# My parents are forcing me to get a new job at a place I do not like. What do I do?



## dgodfrey

My parents (mainly my father) is forcing me to get a new job at the mall across the street. To give you some context on my situation, I'm 19 and my parents are controlling me because they do not trust me to do anything on my own. This has always been happening. My father doesn't have confidence that I can do anything right.

Whenever something bad happens (like I make a mistake or something) he doesn't support me, he just gets mad. For example, I applied for a job several months ago and got rejected. I assume I got rejected because of my SA. I wasn't very confident at that interview, and I was pretty nervous.

It was my first interview and the first time I got rejected.

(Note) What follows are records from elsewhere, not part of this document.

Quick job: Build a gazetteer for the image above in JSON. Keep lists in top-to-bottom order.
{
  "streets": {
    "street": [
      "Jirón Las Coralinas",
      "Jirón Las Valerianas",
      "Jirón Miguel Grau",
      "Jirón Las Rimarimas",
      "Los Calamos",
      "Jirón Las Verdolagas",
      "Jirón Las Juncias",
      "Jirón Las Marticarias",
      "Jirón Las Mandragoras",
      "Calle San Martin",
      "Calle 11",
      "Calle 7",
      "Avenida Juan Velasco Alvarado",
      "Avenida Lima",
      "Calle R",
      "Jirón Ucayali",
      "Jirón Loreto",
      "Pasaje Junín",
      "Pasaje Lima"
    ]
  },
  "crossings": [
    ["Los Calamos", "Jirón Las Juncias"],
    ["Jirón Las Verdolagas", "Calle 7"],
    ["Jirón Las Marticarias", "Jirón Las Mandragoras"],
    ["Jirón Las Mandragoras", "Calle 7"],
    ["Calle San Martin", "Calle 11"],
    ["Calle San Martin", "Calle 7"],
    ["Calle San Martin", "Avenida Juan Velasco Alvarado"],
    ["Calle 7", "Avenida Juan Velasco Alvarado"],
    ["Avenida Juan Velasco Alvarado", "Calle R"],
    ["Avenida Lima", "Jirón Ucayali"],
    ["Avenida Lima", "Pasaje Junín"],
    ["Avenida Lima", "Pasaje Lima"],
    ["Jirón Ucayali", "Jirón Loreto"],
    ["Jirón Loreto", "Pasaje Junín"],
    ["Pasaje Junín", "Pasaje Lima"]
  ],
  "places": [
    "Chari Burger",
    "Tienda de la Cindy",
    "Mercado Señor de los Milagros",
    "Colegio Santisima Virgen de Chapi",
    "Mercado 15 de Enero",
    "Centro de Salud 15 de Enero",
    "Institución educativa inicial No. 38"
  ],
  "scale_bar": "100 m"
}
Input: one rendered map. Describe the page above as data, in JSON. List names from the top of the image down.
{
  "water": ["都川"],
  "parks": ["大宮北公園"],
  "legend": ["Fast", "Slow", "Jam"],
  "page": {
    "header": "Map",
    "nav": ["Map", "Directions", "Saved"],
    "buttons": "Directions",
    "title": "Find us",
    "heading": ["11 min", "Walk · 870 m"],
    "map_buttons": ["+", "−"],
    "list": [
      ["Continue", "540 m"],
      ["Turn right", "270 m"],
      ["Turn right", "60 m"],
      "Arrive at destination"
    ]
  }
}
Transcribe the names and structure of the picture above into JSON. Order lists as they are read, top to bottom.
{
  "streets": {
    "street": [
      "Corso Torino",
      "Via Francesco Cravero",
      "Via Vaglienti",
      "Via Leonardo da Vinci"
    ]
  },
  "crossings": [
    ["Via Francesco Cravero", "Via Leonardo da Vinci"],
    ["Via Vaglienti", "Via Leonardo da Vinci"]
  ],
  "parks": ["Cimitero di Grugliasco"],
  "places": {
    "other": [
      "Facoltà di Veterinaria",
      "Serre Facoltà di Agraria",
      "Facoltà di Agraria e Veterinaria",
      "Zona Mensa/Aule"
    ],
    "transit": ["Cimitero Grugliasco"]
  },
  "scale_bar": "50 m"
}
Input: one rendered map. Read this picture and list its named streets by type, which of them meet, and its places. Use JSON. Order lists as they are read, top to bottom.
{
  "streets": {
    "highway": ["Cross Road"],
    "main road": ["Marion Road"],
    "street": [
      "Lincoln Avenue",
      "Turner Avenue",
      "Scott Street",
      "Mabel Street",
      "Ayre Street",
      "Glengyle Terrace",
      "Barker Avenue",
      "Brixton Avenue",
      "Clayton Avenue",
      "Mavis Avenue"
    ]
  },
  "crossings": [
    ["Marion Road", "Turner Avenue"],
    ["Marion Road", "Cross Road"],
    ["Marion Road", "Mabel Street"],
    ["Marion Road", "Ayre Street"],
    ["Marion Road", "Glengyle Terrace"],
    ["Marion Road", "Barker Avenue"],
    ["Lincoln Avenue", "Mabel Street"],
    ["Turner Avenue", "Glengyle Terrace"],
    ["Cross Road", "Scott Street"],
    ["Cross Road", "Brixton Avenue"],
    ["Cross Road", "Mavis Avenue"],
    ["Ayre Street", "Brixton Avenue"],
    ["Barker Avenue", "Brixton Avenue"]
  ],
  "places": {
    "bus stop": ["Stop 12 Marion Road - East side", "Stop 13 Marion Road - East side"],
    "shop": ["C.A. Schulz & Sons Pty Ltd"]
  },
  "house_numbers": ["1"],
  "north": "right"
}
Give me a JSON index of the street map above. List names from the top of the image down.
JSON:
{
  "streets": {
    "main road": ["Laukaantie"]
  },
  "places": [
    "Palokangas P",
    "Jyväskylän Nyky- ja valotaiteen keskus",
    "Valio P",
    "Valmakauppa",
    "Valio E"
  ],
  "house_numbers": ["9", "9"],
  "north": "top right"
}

My dad got furious. There wasn't an inch of sympathy for me. My dad actually called me into the kitchen just so he could "roast" me. What I mean by that is that he rambled on about the things he didn't like about me. I speculate that somehow me getting rejected is an assault on him and that he is a bad parent because of that (because I am his offspring and the manifestation of his parenting). So by roasting me (blaming my rejection on me alone) he was disowning me in a way.

Anyway, now my parents are forcing me to get a job. They even marked the interview date on their calender!

But they do not know that I have SA and I fear that I am going to fail this interview again and that my dad is going to get mad again. I wish I were a normal adult who didn't have to explain all my business to his parents. This is ridiculous!

What do you think about my parents and what they're doing to me? And no, I can't just move out.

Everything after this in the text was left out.